Wednesday 27 October 2010

Thex Factor - Guilty Pleasure Week - 'I'm not that innocent'

1. It is guilty pleasures week
For our benefit, Dermot defines the term and says they’ll be singing a song they secretly love. Except I doubt they do love their songs. I doubt all of them had even heard their songs before. This would work as a theme if the contestants picked the songs themselves and therefore might have some sort of response to them.

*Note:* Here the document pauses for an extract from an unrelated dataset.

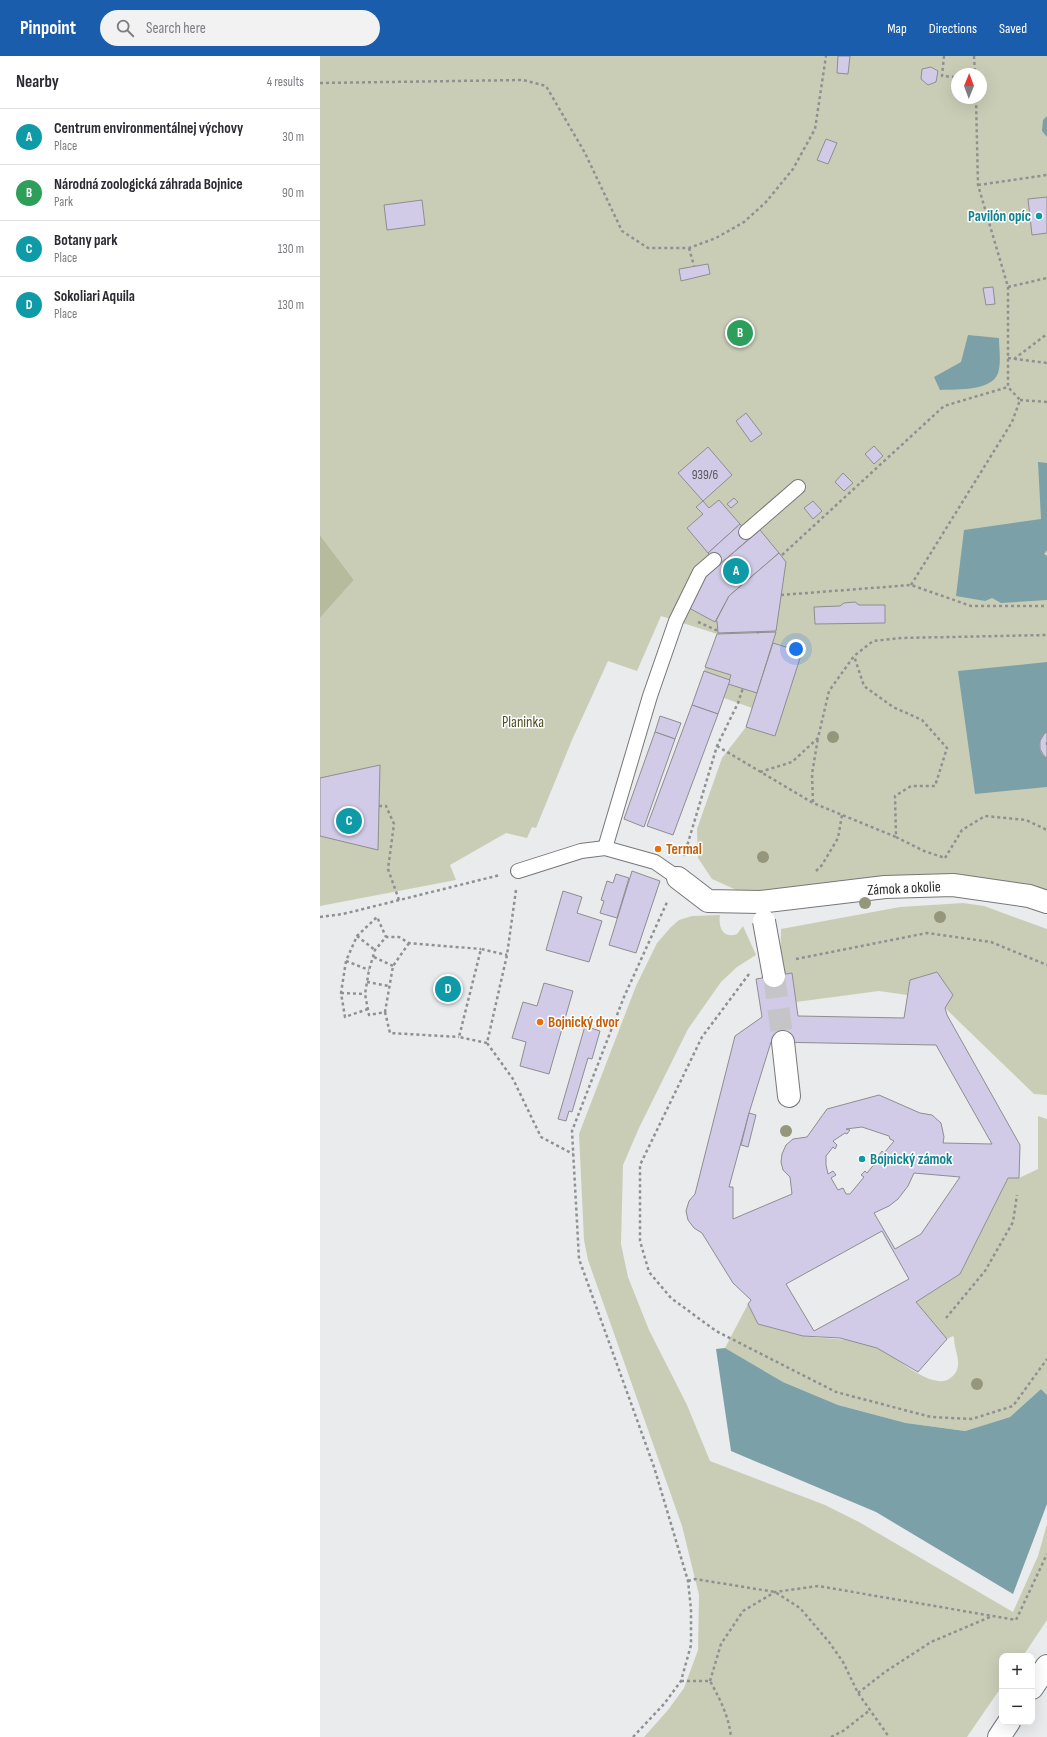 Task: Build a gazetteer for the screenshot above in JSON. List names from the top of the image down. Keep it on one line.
{"streets":{"street":["Zámok a okolie"]},"parks":["Planinka"],"places":["Pavilón opíc","Termal","Bojnický dvor","Bojnický zámok"],"house_numbers":["939/6"],"north":"top","page":{"header":"Pinpoint","search":"Search here","nav":["Map","Directions","Saved"],"heading":["Nearby","4 results"],"list":[{"mark":"A","name":"Centrum environmentálnej výchovy","note":"Place","value":"30 m"},{"mark":"B","name":"Národná zoologická záhrada Bojnice","note":"Park","value":"90 m"},{"mark":"C","name":"Botany park","note":"Place","value":"130 m"},{"mark":"D","name":"Sokoliari Aquila","note":"Place","value":"130 m"}],"pins":["B","A","C","D"],"map_buttons":["+","−"]}}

2. Week 3 is an important one
And it’s usually Big Bang week on week 3. The fact that it’s not makes it even weirder that the Buble is a guest singer. (He is awesome, as always.) Anyway, week three as Simon rightly notes a few times is also the week that the winners sometimes emerge. It was the first time Leon won praise. It was the first week Alexandra tranned around. It was the week Leona squealed her way ‘Summertime’ and it was the week Danyl was in the bottom two and the frightful worries he might win were wonderfully destroyed.
Dannii promises this week will be ‘all guns blazing’ and that Aiden, Matt and Paije will triumph. I think the last thing Dannii should do is refer to Aiden and weapons in the same sentences. It’ll only give his serial killer persona more weight

3. Cheryl also performed
It is debatable whether she was singing live. It is not worth debating that the quality of the singing was quite weak. The song itself has a bit more to it than Fight For This Love but the big notes are a horrorshow. She also looks nervous as all hell. She makes Aiden look more relaxed by comparison. But even she cannot make Aiden look less like he’s just drowned his sister. “I thought she was a mermaid, Mummy! Honestly I did!”

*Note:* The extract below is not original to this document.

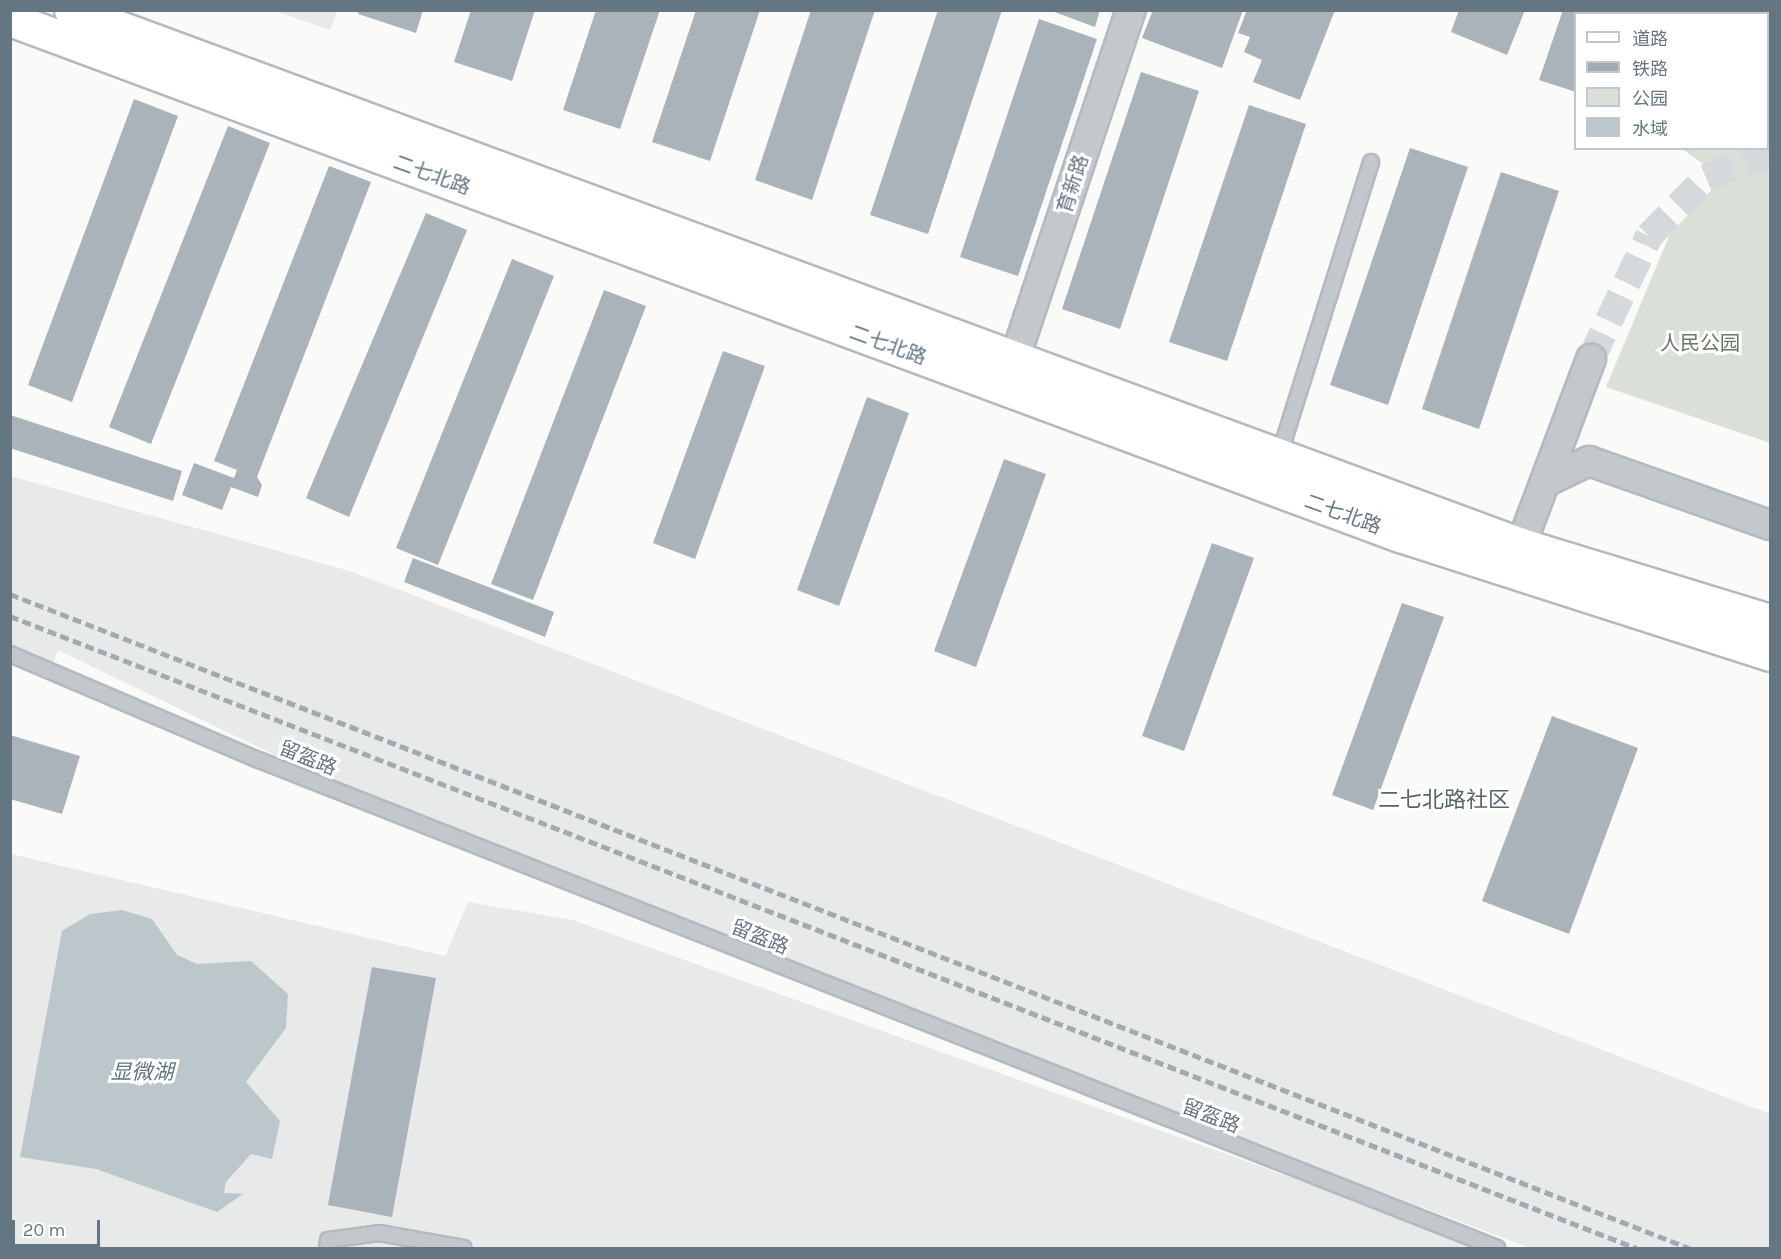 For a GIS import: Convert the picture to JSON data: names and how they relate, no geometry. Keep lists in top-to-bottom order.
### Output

On with the rankings, this week with animal comparisons…

1. KATIE – A sex kitten
Katie got the Pimp Spot this week. I wrote in my notes ‘saving the twattiest for last’ but it turns out the producers were just saving the best for last. They didn’t have half make it look like she’d be crap though. First there was the VT of last week’s horrid white girl soul: we saw her whining ‘baby baby baby’ while sounding like a mix of a budget Duffy and a premature born baby, baby, baby. There’s then the threat that she’s going to show she’s fun and Simon warning us her song choice is shit.
She’s doing The Jungle Book dressed as an Indie nightwear model. And I love it. I love the gay cabana dancers. I love her tottering around in her heels. I love the hair. Plus, like Cher tonight, she seems to have a perfect pop voice. She could be in a Disney film. Conceptually, this Swing cover is The Baseballs meets Puppini Sisters meets Paul Anka’s rock cover album. Visually, it’s Bette Page meets early Madonna meets porno set on a cruise ship. Aurally, it’s DisneyMania meets Paloma Faith if she had restraint meets Marilyn Monroe after a pack of cigs. It’s a wonderful mix of wonderful things and I have only good things to say about it.
The judges love it too and admire Katie for being a trooper and not caring or realising that everyone hates her. Three cheers for poor social awareness!

2. MATT – A grizzly bear
On his VTs, Matt’s voice is going more and more Essex. And deeper. Maybe he’s trying to make clear he’s straighter than Aiden, or at least less likely to dress up as his Mother and kill hotel guests. He says his song is the ‘definition of guilty pleasure.’ I hope it’s All I Wanna Do. Oh and he’s doing a cover with an acoustic guitar. Someone wants to be on Live Lounge. I know I keep knocking Live Lounge but sometimes it produces excellent, massive number ones.
He’s doing Baby One More Time – the Travis version! To begin, I greatly enjoy the bedroom eyes but it's not his best. I think its his phrasing that’s a little off here and he gets very nasal, in an unpleasant Toploader-ian way. That being said, some of the little quirks and interpretations are excellent. The arrangement really builds towards the end and sounds much better if you listen to it, after the fact.
Louis Walsh thinks the risk of covering Travis paid off. Cheryl Cole unwisely believes that the audience squealing is sensible feedback. Treating that as feedback is the reason Cheryl still has not learned how to sing. She needs a PDR meeting, stat!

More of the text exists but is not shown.